(Task)
Give back the lines below verbatim, omitting all pictures.

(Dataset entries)
------------------------
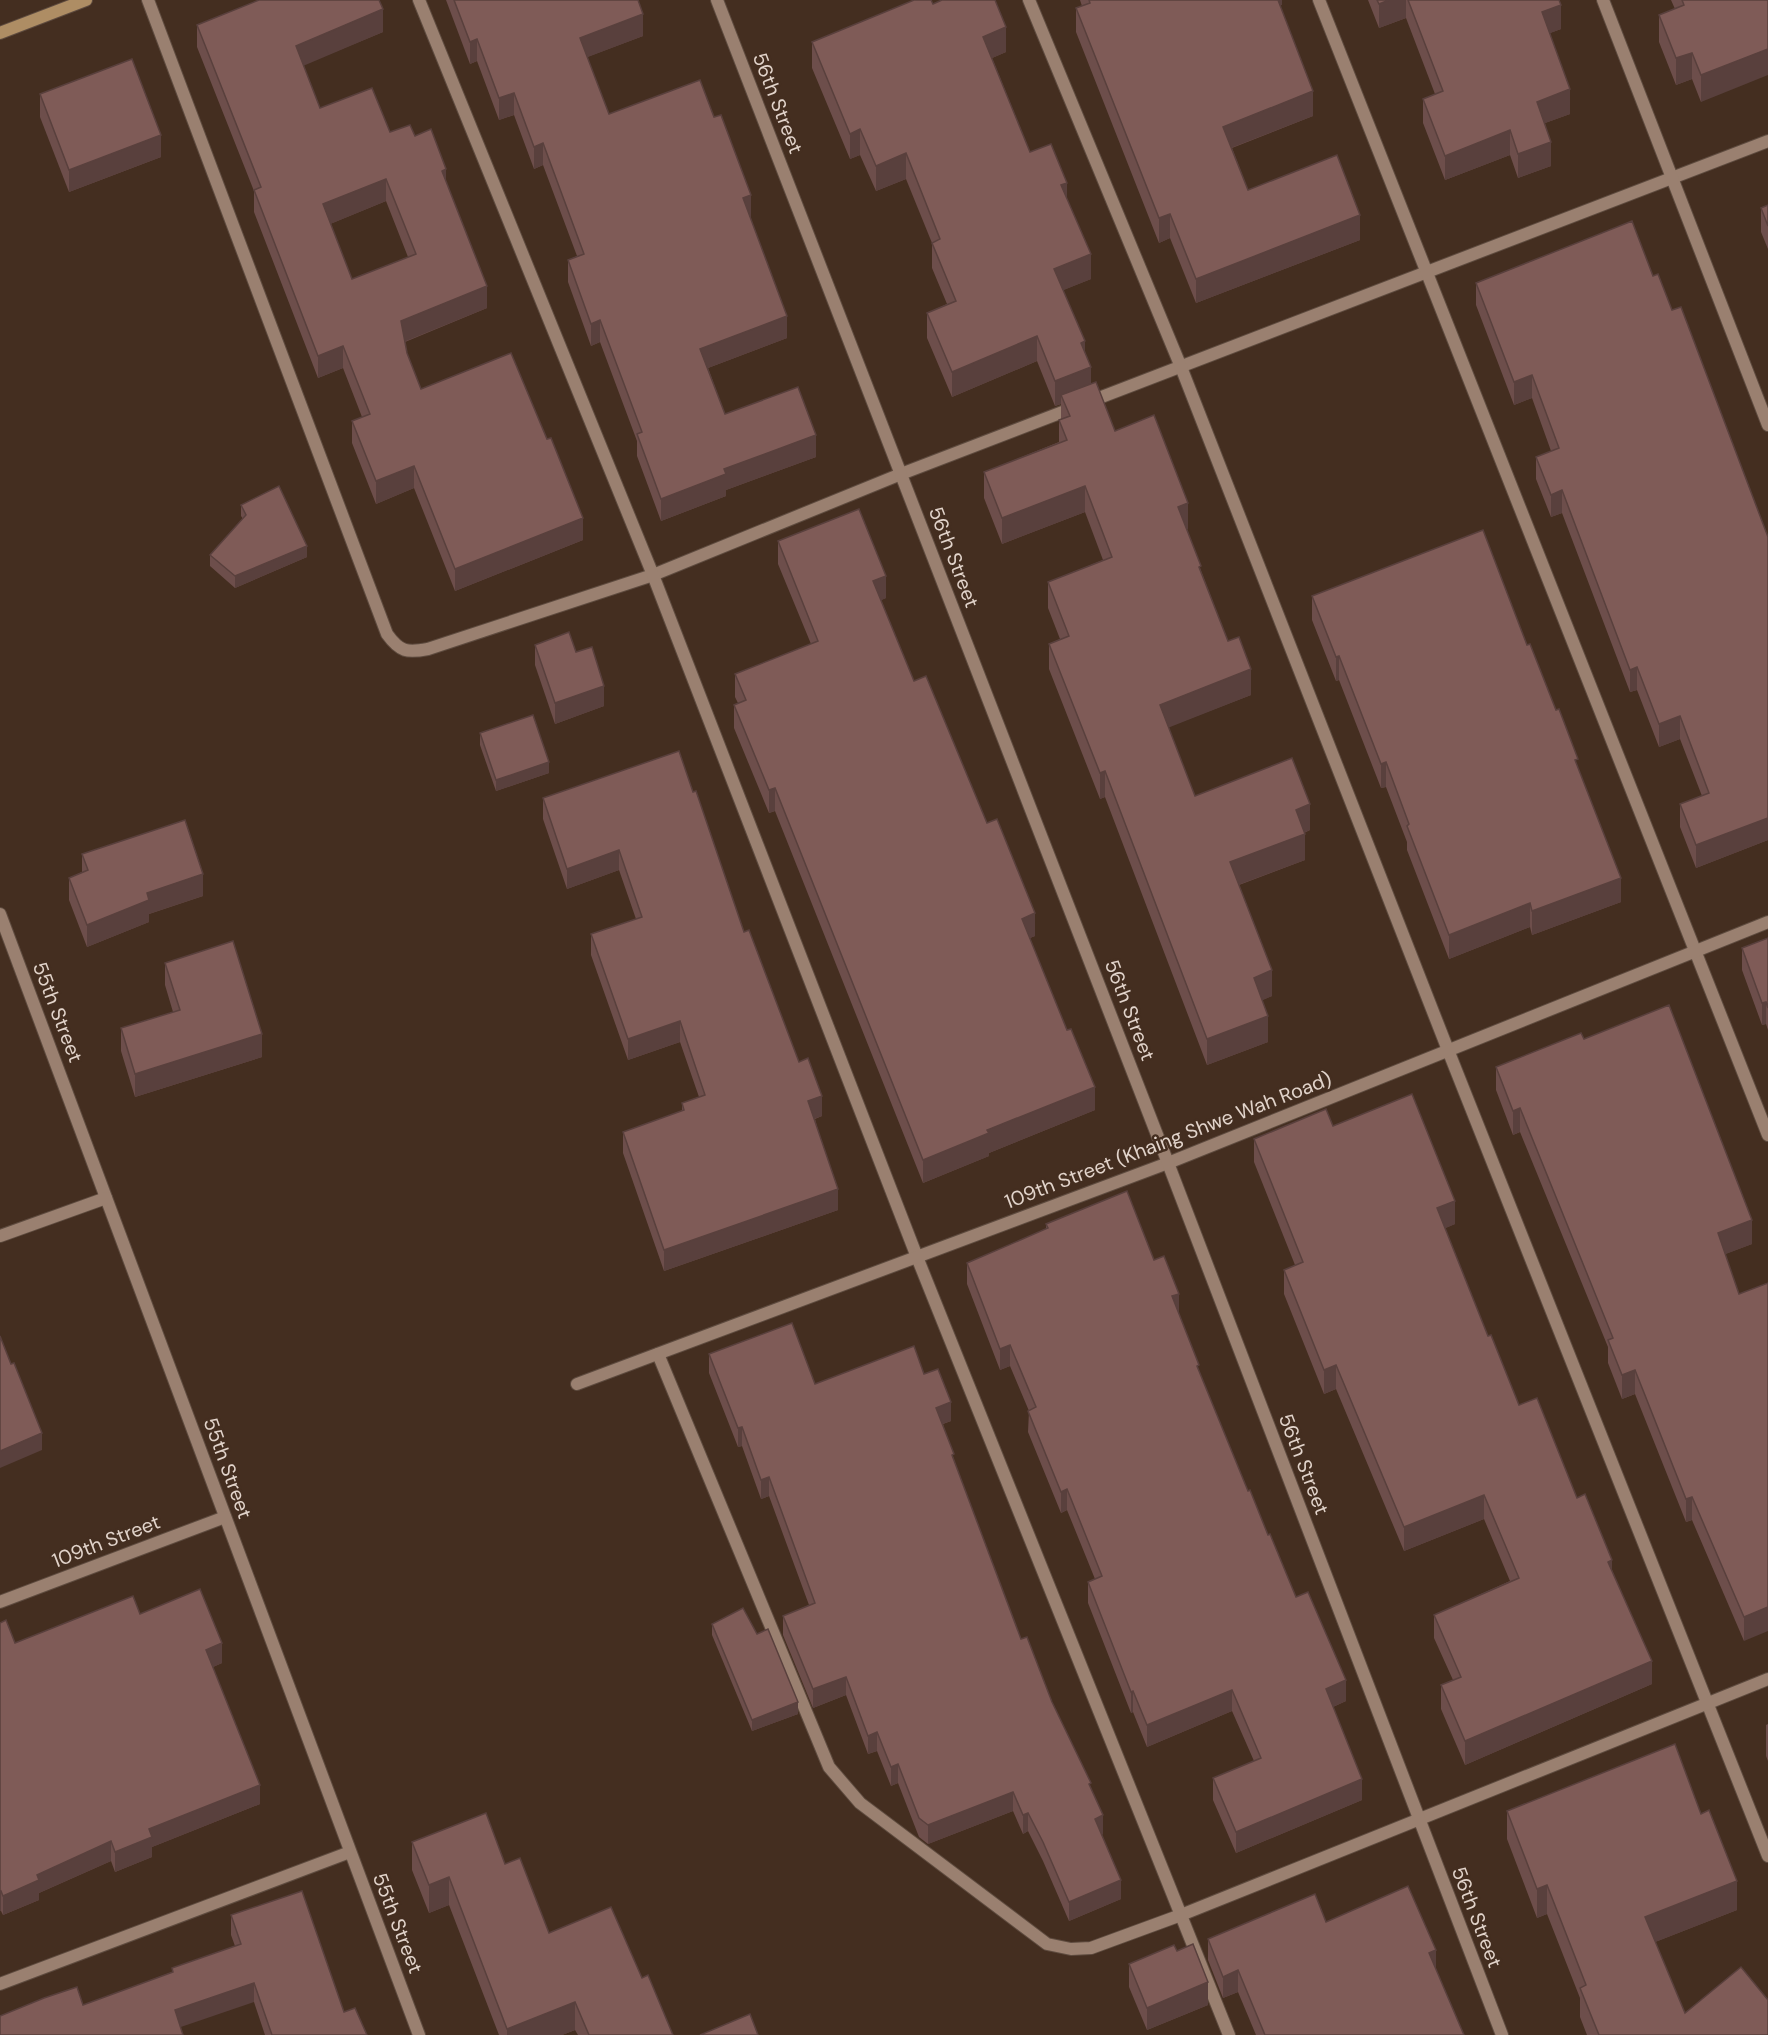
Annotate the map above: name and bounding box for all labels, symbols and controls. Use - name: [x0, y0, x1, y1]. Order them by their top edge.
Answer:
- street label: 56th Street: [747, 49, 809, 157]
- street label: 56th Street: [923, 503, 985, 611]
- street label: 56th Street: [1099, 956, 1161, 1064]
- street label: 55th Street: [27, 958, 89, 1066]
- street label: 109th Street (Khaing Shwe Wah Road): [1001, 1065, 1335, 1215]
- street label: 56th Street: [1273, 1410, 1335, 1518]
- street label: 55th Street: [198, 1414, 258, 1522]
- street label: 109th Street: [48, 1508, 164, 1574]
- street label: 56th Street: [1446, 1863, 1508, 1971]
- street label: 55th Street: [367, 1869, 429, 1977]

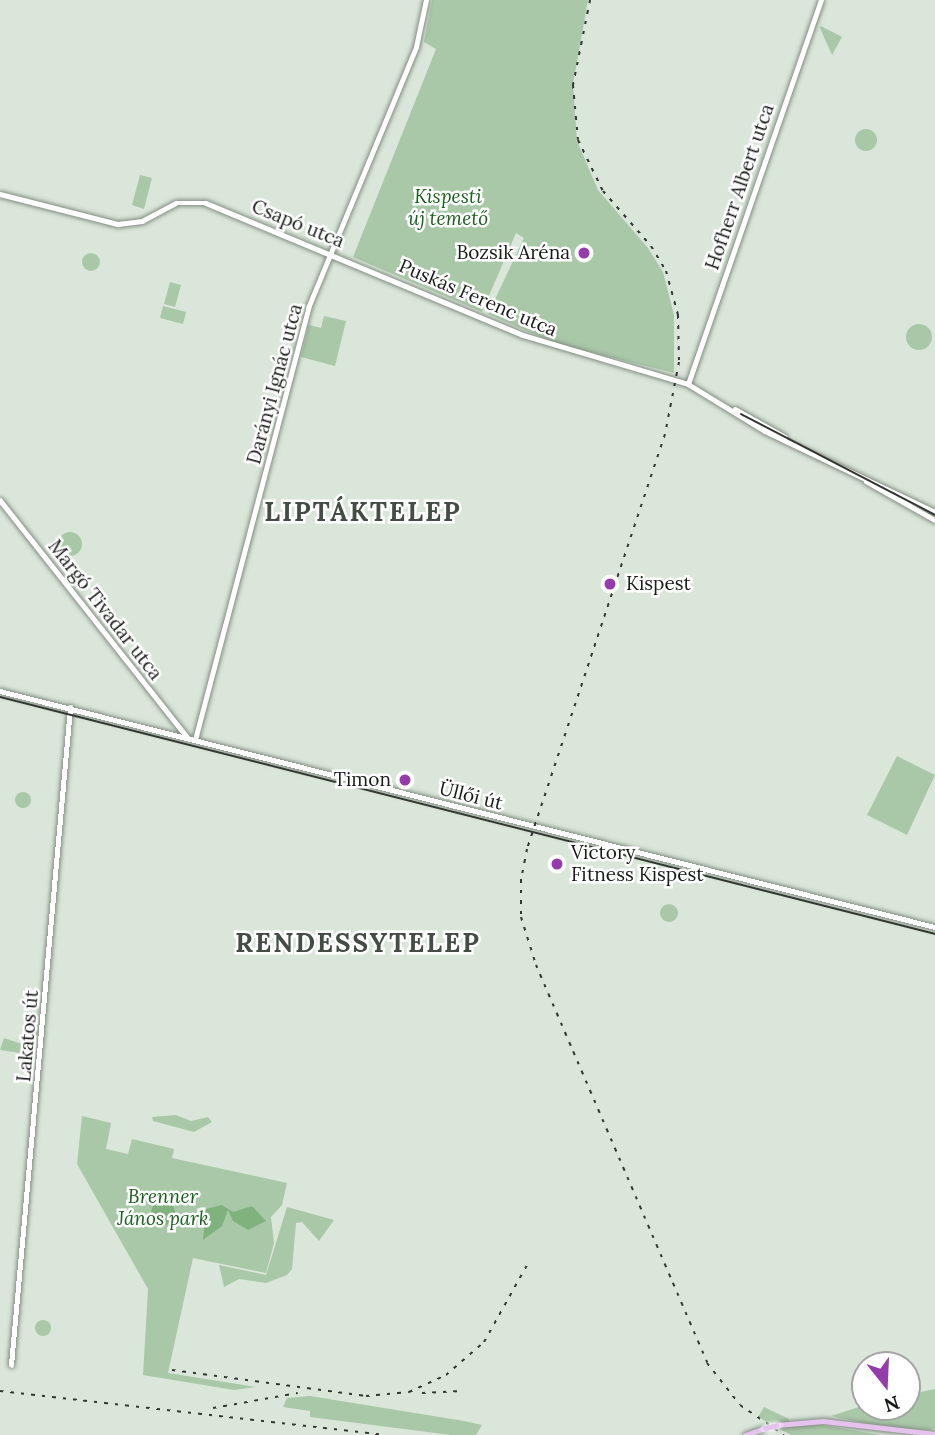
------------------------
(Response area)
Annotate the map above: name and bounding box for all labels, symbols and controls. Use - name: [x0, y0, x1, y1]. Order them by their top edge.
Answer:
- street label: 56th Street: [747, 49, 809, 157]
- street label: 56th Street: [923, 503, 985, 611]
- street label: 56th Street: [1099, 956, 1161, 1064]
- street label: 55th Street: [27, 958, 89, 1066]
- street label: 109th Street (Khaing Shwe Wah Road): [1001, 1065, 1335, 1215]
- street label: 56th Street: [1273, 1410, 1335, 1518]
- street label: 55th Street: [198, 1414, 258, 1522]
- street label: 109th Street: [48, 1508, 164, 1574]
- street label: 56th Street: [1446, 1863, 1508, 1971]
- street label: 55th Street: [367, 1869, 429, 1977]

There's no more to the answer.